A: Note that\begin{align}(a+bi)^3=2+11i&\iff\left\{\begin{array}{l}a^3-3ab^2=2\\3a^2b-b^3=11.\end{array}\right.\\&\iff\left\{\begin{array}{l}a(a^2-3b^2)=2\\b(3a^2-b^2)=11\end{array}\right.\end{align}Perhaps that there are no integer solutions, but if there are, then you can use the fact that both $2$ and $11$ are prime numbers. The only way of expressing $2$ as a product of two integers is when one of the factors is $\pm2$ and the other one is $\pm1$. So, can we take $a=2$ and $a^2-3b^2=1$. Yes, we can!

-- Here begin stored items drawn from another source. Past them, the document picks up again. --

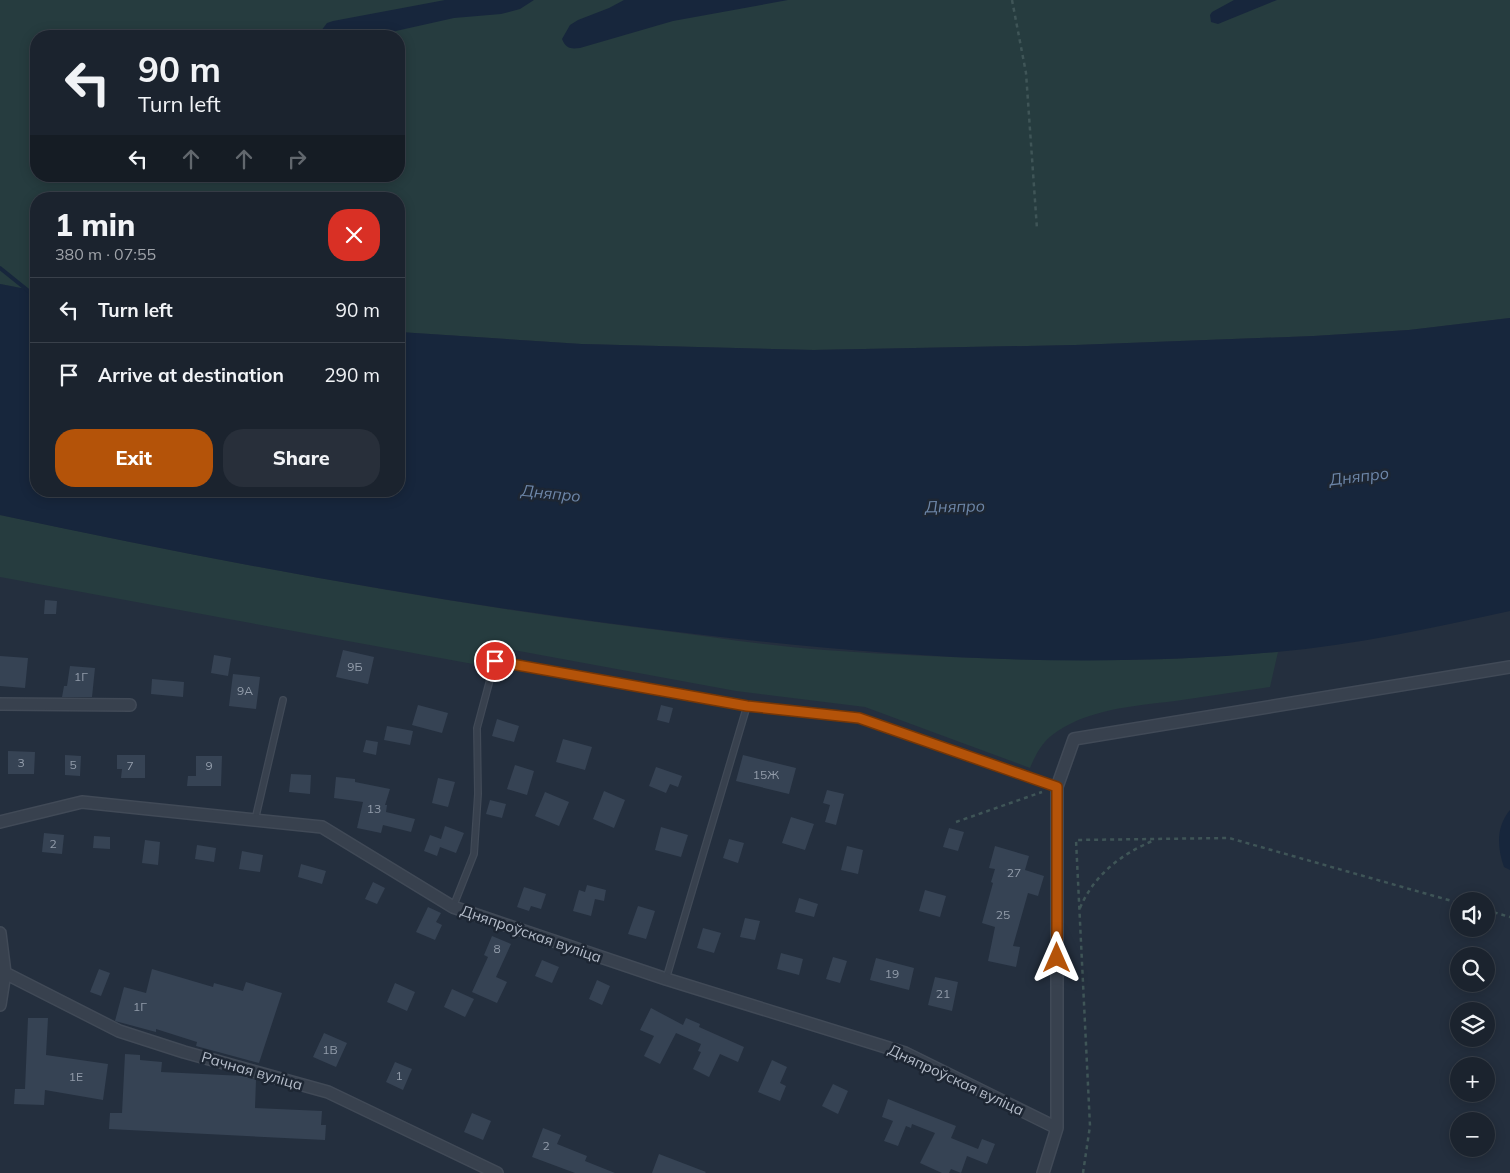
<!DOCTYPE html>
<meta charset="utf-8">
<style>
body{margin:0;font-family:Mulish,sans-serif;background:#282f3a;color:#f1f3f6;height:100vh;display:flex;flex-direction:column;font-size:19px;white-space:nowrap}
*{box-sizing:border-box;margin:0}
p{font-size:16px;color:#a0a4aa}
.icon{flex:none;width:28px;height:28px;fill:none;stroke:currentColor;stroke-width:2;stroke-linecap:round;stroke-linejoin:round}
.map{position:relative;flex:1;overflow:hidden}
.side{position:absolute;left:30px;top:192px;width:375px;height:305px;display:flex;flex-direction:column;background:#1b232e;border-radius:20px;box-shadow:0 2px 12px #0003,0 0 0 1px #39404a}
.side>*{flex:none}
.top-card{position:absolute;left:30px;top:30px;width:375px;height:152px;border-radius:20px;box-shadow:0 2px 12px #0003,0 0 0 1px #39404a;background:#1b232e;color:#f1f3f6;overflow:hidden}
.controls{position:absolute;left:1450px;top:892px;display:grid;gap:10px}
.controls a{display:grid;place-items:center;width:45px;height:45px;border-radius:50%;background:#1b232e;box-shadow:0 2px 12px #0003,0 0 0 1px #39404a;font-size:25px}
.pin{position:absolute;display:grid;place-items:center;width:42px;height:42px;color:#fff;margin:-21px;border:2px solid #fff;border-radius:50%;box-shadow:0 1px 5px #0007}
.me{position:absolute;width:55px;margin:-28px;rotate:0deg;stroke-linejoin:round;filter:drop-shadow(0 0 4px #0008)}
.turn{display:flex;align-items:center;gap:18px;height:105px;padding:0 25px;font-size:22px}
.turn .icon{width:65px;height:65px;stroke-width:2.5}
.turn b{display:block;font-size:35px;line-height:42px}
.lanes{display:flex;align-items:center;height:48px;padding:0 25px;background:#0003;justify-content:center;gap:25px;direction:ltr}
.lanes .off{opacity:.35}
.round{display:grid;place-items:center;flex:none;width:52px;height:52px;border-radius:20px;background:#282f3a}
.overview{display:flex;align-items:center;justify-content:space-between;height:85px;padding:0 25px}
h1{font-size:30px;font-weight:800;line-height:38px}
.button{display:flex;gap:10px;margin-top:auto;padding:10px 25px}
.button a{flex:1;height:58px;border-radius:20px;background:#b45309;color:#fff;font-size:20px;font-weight:800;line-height:58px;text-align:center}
.button a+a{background:#282f3a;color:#f1f3f6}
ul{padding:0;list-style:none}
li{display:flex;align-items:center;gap:15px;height:65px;padding:0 25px;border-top:1px solid #39404a}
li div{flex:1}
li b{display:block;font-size:19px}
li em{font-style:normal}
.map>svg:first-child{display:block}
</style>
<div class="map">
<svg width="1510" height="1173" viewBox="0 0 1510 1173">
<rect width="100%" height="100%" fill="#242f3e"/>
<path fill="#263c3f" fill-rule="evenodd" d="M0 0H1510V318L1409 330 1314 336 1076 345 813 350 581 344 399 332V199H36V291L0 284ZM36 36H399V176H36Z
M0 515C218 561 436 603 658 630 713 637 769 646 825 650 939 658 1054 662 1168 659 1205 658 1242 654 1278 652L1270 687C1238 692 1207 696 1175 701 1134 706 1085 709 1051 736 1041 744 1035 756 1030 768L865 707 736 691 497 647 473 664 0 577Z"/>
<path fill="#17263c" d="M445 0H534L520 9 501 14 454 18 378 35 323 36 321 31 327 23 333 21Z
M624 0H788L673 21 580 48C571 49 566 49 562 39L570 25 578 20 609 8Z
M1234 0H1277L1218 24 1211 22 1210 15 1212 12Z
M0 284 36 291V491H399V332L581 344 813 350 1076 345 1314 336 1409 330 1510 318V611C1433 628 1355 645 1276 652 1083 670 887 657 695 634 461 607 230 564 0 515Z
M1510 810V870L1504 867C1497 847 1496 827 1510 810Z"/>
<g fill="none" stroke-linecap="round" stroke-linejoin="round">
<path stroke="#17263c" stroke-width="4" d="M0 268 36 297"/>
</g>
<path fill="#364354" d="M45 600 57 601 56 614H44Z
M343 650 374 657 368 684 336 677Z
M214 655 231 658 228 676 211 673Z
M0 656 28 658 25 688 0 686Z
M70 666 95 668 92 697H62L64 686H67Z
M233 674 260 677 256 709 229 706Z
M152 679 184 682 183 697 151 694Z
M418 705 448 713 442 733 412 725Z
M661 705 673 708 669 723 657 720Z
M497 719 519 726 514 742 492 736Z
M387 726 413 731 410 745 384 740Z
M563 739 592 747 585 770 556 762Z
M366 740 378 742 376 755 363 752Z
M8 751 35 752 34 774H8Z
M65 755 81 756 80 776 65 775Z
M117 755H145V778H121L122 769H117Z
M743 755 796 768 789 794 736 781Z
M196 756H222L221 786H187L188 776H196Z
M515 765 534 771 527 795 507 789Z
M656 767 682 776 678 787 670 784 666 793 649 786Z
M291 774 311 775 310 794 289 792Z
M336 777 355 779V782L390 789 385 805H387L386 812 415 819 411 832 383 825 381 833 357 828 363 802 334 798Z
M438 778 455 782 448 807 432 803Z
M827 790 844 794 836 825 825 822 830 805 823 803Z
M604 791 625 800 614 828 593 819Z
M545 792 569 802 559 826 535 816Z
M490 800 506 804 502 818 486 814Z
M791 817 814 824 805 850 782 843Z
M445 826 464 833 456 853 440 847 437 856 424 851 430 835 441 839Z
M661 827 688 835 681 857 655 850Z
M949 828 964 832 958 851 943 847Z
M44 833 64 835 62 854 42 852Z
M94 836 110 837V849L93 848Z
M729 839 744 843 738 863 723 858Z
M145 840 160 842 158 865 142 863Z
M197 845 216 848 214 862 195 859Z
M847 846 863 850 858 874 841 870Z
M995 846 1029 856 1025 870 1044 876 1038 896 1028 893 1013 946 1020 947 1016 967 988 961 995 927 982 923 993 883 991 882 995 869 989 868Z
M242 851 263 855 260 872 239 869Z
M301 864 326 871 322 884 298 877Z
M373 882 385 888 377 904 365 899Z
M587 885 606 890 604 901 595 899 591 916 573 911 579 890 585 892Z
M524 887 546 894 541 909 531 906 529 911 517 907Z
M925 890 946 896 940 917 919 911Z
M799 898 818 904 814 917 795 912Z
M638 906 655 911 646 939 628 934Z
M428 907 441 913 436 922 442 925 435 940 416 932Z
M745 918 760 921 755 940 740 937Z
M703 928 721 933 714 953 697 948Z
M492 936 511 944 496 977 507 982 497 1003 472 992 488 957 484 955Z
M781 953 803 959 799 975 777 969Z
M833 957 847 961 840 983 826 979Z
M876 958 914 968 909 990 870 980Z
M542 960 559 967 552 983 535 976Z
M99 969 110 973 101 996 90 992Z
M152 969 213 987 214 983 243 991 246 982 282 993 259 1063 196 1046 197 1042 156 1029V1032L115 1021 124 987 146 993Z
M935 977 958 982 952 1011 928 1005Z
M597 980 610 986 602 1005 589 999Z
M395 983 415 992 407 1011 387 1002Z
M452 989 474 999 465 1017 444 1007Z
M651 1008 683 1025 686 1018 700 1024 699 1027 744 1047 738 1062 720 1054 709 1077 693 1069 701 1052 698 1051 701 1044 676 1033 660 1064 644 1056 654 1036 640 1030Z
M28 1018H48L46 1055 108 1064 103 1100 45 1090 44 1105 14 1104 15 1089H25Z
M324 1033 347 1043 336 1067 313 1057Z
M125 1054 140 1055V1060L162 1062 161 1072 244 1076 256 1080 255 1108 322 1111 321 1125H326L325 1140 109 1129 110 1113H122Z
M772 1060 787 1067 780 1083 786 1086 780 1101 758 1092Z
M395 1062 412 1069 403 1090 386 1082Z
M833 1084 848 1091 838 1114 822 1106Z
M888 1099 956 1126 951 1138 978 1149 982 1139 995 1144 987 1164 967 1156 961 1173 951 1169 949 1173H942L920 1163 935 1133 912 1124 911 1128 906 1126 898 1146 884 1141 893 1121 882 1117Z
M472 1113 491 1121 483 1140 464 1132Z
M543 1128 561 1135 557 1144 587 1156 585 1161 615 1173H575L532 1157Z
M659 1154 706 1172 705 1173H652Z"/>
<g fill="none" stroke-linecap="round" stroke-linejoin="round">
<defs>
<path id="lane" d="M747 706 859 718 1057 787
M255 820 283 700
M453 907 474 854 478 794 477 728 495 661 747 706 666 979"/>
<path id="street" d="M0 704 130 705
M0 822 82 802 322 827 453 907 666 979 905 1053 1057 1128
M0 933 5 973 0 1005
M5 973 119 1031 184 1052 328 1092 497 1173
M1043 1173 1057 1128V787L1074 739 1510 667"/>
</defs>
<use href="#lane" stroke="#414a57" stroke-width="8"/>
<use href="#street" stroke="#414a57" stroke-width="14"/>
<path stroke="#3f5557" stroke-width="2.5" stroke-dasharray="4 4" stroke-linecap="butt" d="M1012 0 1026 73 1037 229
M956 822 1042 792
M1080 908C1094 875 1122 853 1155 840
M1486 910 1510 917
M1083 1173 1090 1126 1076 840 1229 838 1459 903"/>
<use href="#lane" stroke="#38414e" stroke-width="5.5"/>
<use href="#street" stroke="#38414e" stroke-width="11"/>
</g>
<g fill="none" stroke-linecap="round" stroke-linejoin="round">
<defs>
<path id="route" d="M495 661 747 706 859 718 1057 787V958"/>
</defs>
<use href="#route" stroke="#753606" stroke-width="12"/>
<use href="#route" stroke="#b45309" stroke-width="9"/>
</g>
<g text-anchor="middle" stroke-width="5" stroke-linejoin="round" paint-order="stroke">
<g font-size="12" fill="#929caa">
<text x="355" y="671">9Б</text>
<text x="81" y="681">1Г</text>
<text x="245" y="695">9А</text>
<text x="21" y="767">3</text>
<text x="73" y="769">5</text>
<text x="130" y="770">7</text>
<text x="209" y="770">9</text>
<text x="766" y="779">15Ж</text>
<text x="374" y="813">13</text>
<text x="53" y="848">2</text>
<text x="1014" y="877">27</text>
<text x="1003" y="919">25</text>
<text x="497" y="953">8</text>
<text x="892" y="978">19</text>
<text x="943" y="998">21</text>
<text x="140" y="1011">1Г</text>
<text x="330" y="1054">1В</text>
<text x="399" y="1080">1</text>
<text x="76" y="1081">1Е</text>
<text x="546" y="1150">2</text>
</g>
<g font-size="15" fill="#b4bcc9" stroke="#1d2633">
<text transform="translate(531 934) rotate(19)" y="5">Дняпроўская вуліца</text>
<text transform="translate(252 1071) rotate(16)" y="5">Рачная вуліца</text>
<text transform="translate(956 1080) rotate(25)" y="5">Дняпроўская вуліца</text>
</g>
<g font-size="16" font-style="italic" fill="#6d86a8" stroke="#1d2633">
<text transform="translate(1359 476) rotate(-7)" y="6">Дняпро</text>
<text transform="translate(551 493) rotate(6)" y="6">Дняпро</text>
<text transform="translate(955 506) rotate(-1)" y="6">Дняпро</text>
</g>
</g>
</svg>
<div class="controls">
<a><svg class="icon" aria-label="sound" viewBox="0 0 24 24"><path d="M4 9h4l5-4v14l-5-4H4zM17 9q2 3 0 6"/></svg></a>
<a><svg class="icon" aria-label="search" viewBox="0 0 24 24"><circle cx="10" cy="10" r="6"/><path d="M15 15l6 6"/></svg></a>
<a><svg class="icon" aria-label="layers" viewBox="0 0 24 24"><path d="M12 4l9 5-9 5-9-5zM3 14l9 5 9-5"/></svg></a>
<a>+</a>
<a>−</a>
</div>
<div class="pin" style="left:495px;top:661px;background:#d93025"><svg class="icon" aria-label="arrive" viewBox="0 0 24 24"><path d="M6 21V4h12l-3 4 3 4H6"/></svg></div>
<svg class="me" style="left:1057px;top:958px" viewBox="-20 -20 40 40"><path d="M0-17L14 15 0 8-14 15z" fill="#b45309" stroke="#fff" stroke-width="4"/></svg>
<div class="top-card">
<div class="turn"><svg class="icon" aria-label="left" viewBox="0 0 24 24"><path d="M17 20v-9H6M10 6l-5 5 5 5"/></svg><div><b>90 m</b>Turn left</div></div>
<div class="lanes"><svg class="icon" aria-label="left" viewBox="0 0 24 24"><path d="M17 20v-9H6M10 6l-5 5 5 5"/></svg><svg class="icon off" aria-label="ahead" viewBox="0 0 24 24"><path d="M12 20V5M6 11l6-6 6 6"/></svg><svg class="icon off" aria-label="ahead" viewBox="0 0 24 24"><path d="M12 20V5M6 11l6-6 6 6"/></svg><svg class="icon off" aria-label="right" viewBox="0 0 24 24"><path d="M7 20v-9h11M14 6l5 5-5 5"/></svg></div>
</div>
<section class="side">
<div class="overview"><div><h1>1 min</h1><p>380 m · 07:55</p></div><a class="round" style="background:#d93025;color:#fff"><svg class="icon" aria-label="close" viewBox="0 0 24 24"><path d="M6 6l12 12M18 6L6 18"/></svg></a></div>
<ul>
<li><svg class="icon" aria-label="left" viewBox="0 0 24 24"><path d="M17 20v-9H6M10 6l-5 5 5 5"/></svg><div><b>Turn left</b></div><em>90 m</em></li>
<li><svg class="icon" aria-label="arrive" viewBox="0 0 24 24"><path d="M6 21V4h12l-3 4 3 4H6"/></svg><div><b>Arrive at destination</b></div><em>290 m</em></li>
</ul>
<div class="button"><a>Exit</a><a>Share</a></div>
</section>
</div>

Just take $b=\pm1$. And it turns out that $a=2$ and $b=1$ are also a solution of the second equation.
A: Note that $\tan 3\alpha=\dfrac {t(3-t^2)}{1-3t^2}$, where $t=\tan\alpha$.
Putting $\theta=3\alpha$ where $\tan\theta=\tan3\alpha=\dfrac {11}2$, we have
$$\begin{align}
\frac {11}2&=\frac {t(3-t^2)}{1-3t^2}\\
11(1-3t^2)&=2t(3-t^2)\\
2t^3-33t^2-6t+11&=0\end{align}$$
By inspection, putting $t=\frac 12$ gives $\text{LHS}=0=\text {RHS}$,  hence $t=\tan\alpha=\tan\frac \theta 3=\frac 12$ is a solution. 
$$\large\begin{align}
\left[re^{i(2n\pi+\theta)}\right]^{\frac 13}&=r^{\frac 13}e^{i\left(\frac {2n\pi+\theta}3\right)}\\&=\big(\sqrt{125}\big)^\frac 13e^{i\left(\frac {2n\pi}3+\frac\theta 3\right)}
&&\scriptsize{\theta=\arctan(\frac {11}2)}\\
&=\sqrt{5}e^{i\left(\frac {2n\pi}3+\frac\theta 3\right)}\\
&=\sqrt{5}e^{i\left(\frac {2n\pi}3+\arctan\frac 12\right)}\end{align}$$
Hence the principal solution  ($n=0)$ is 
$$\begin{align}
\large\sqrt{5}e^{i\cdot\arctan\frac 12}
&=\sqrt{5} \left(\cos (\arctan \left(\tfrac 12\right)+i\sin(\arctan\left(\tfrac 12\right)\right)\\
&=\sqrt{5}\left(\frac 2{\sqrt5}+i\frac 1{\sqrt{5}}\right)\\
&=2+i\end{align}$$